People are telling me that I need to write about what is relatable. I realize that when I am out in my day, being a nurse, I cannot talk to people about the deep things that are sitting in my heart. A normal conversation is only superficial when I have a quick encounter with someone.
The real reason for my blog though was not just for you, but it was for me because I had to release these inner, spiritual conflicts that I was not able to talk with anyone about. People around me typically would not understand or relate to my interests in Judaism and the Jewish people . I am hoping to connect to people who are also having the same spiritual struggles.
By now, you kinda know my story, and that I am in love with the Jew. I have been very curious about him since the very beginning of my journey.

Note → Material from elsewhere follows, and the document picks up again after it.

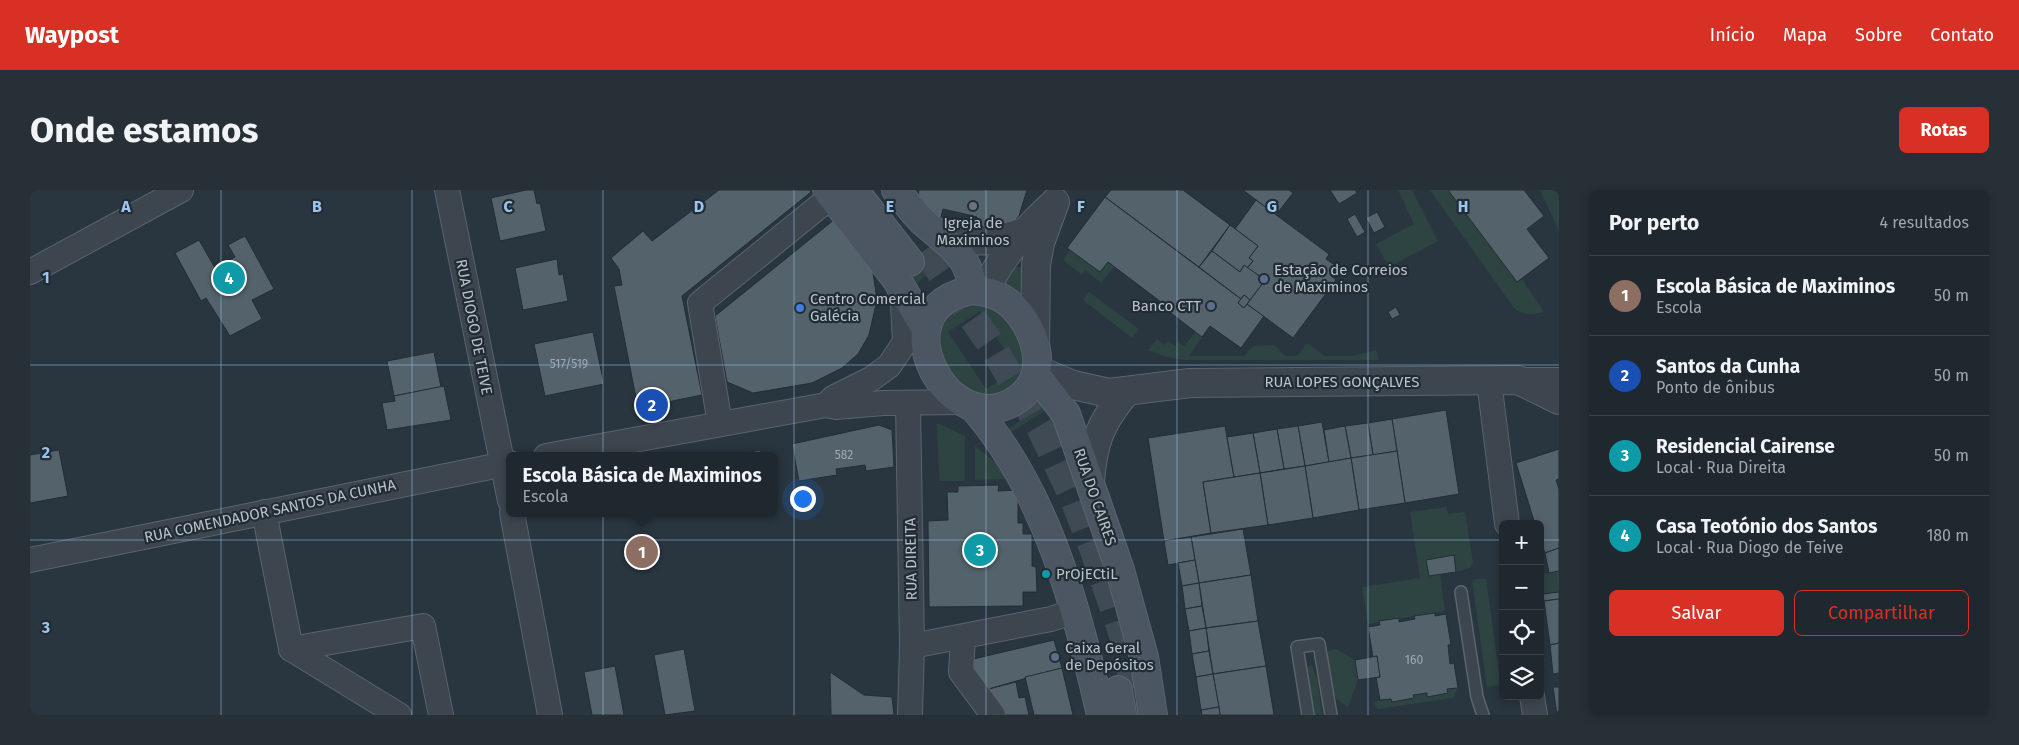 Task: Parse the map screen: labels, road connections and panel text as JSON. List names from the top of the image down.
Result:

Raised in a dark, oppressive home and being the eldest of my two sisters I identify with the Jew and their turmoil and responsibility. I identify with a father who had high expectations and impossible perfectionism. I understand consequence, judgment, and fear.
I was raised in a dark world, which stole my identity, which took me on the journey to learn who I am. At twenty-five, I fell in love with a Jew and there began my love story. I wanted to know everything about him as one would want to know everything about someone they are in love with. My love and fascination took me to the Jewish people and there I saw something amazingly special — This man I knew from a book was alive in these people.
I need to express my love for the Jew: The Jew is the other half of the Gentile. We are like a man and a woman who are courting each other. Like a man and a woman we are very similar, but yet, we are very different. We are beginning to see how we complement one another. We are beginning to understand that we love each other and we are falling in love.
We are like how it was in the beginning. Adam and Eve started our story. It is as if they exploded and populated the world. We needed a history of time to complete this sixth day, man’s day, to understand who we are and to know our true identity.
You are Jew, the man, and I am Gentile, the woman. We complement one another and we are beginning to understand our love, which is true love, which is the image of God.